Damals wusste ich noch nicht, wo mich dieser Weg hinführen würde. Es war völliges Neuland für mich, mit Menschen über ein ganzes Wochenende oder gar mehrere Tage in der Einzelarbeit zu sein.
Mein damaliger Lebensgefährte hatte bereits Erfahrung in der Prozessarbeit und ich habe in dieser Zeit viel von ihm gelernt. Unsere Verbindung und Zusammenarbeit bestand darin, dass er aus dem Bereich Coaching und ich aus dem Bereich Heilkunst arbeitete.

Immer wieder fand ich mich in Momenten wieder, in denen ich keinen Plan und keine Orientierung hatte, teilweise nicht einmal eine Beschreibung für das, was ich da gerade tat.
Das große Geschenk dieser Zeit war die Erfahrung, Hilfe und Führung außerhalb meiner eigenen Vorstellungskraft zu finden und zuzulassen.
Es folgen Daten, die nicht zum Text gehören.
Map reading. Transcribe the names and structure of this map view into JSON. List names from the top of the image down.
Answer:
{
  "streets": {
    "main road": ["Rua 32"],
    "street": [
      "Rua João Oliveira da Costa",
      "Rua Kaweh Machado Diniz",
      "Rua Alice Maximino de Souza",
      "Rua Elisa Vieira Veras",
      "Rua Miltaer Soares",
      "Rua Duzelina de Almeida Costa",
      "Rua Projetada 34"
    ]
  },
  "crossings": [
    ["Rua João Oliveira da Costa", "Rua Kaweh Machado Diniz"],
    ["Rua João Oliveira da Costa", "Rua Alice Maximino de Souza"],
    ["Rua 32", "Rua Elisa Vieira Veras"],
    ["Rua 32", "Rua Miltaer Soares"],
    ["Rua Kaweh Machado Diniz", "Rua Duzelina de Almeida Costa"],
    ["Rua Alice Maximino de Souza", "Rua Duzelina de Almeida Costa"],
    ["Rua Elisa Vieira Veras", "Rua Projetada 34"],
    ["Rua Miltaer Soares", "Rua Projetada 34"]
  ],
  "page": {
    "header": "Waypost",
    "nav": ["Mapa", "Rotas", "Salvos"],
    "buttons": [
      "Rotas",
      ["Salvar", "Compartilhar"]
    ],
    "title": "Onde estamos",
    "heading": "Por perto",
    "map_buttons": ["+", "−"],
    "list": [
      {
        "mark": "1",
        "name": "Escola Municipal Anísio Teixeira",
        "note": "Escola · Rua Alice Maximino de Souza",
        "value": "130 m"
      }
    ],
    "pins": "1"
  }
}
Jedes Mal, wenn meine Verzweiflung am größten war und ich innerlich kapitulierte, mir schon ausmalte, dass meine Klienten nun ihr Geld zurückfordern würden und ich zu meinem früheren Beruf als Krankenschwester zurückkehren müsse, da tauchte plötzlich eine Idee, ein Gedanke in mir auf. Wenn ich diesen Impulsen folgte, kam plötzlich Bewegung in den Prozess und die Klienten konnten in dem Moment Heilung und Lösung erfahren.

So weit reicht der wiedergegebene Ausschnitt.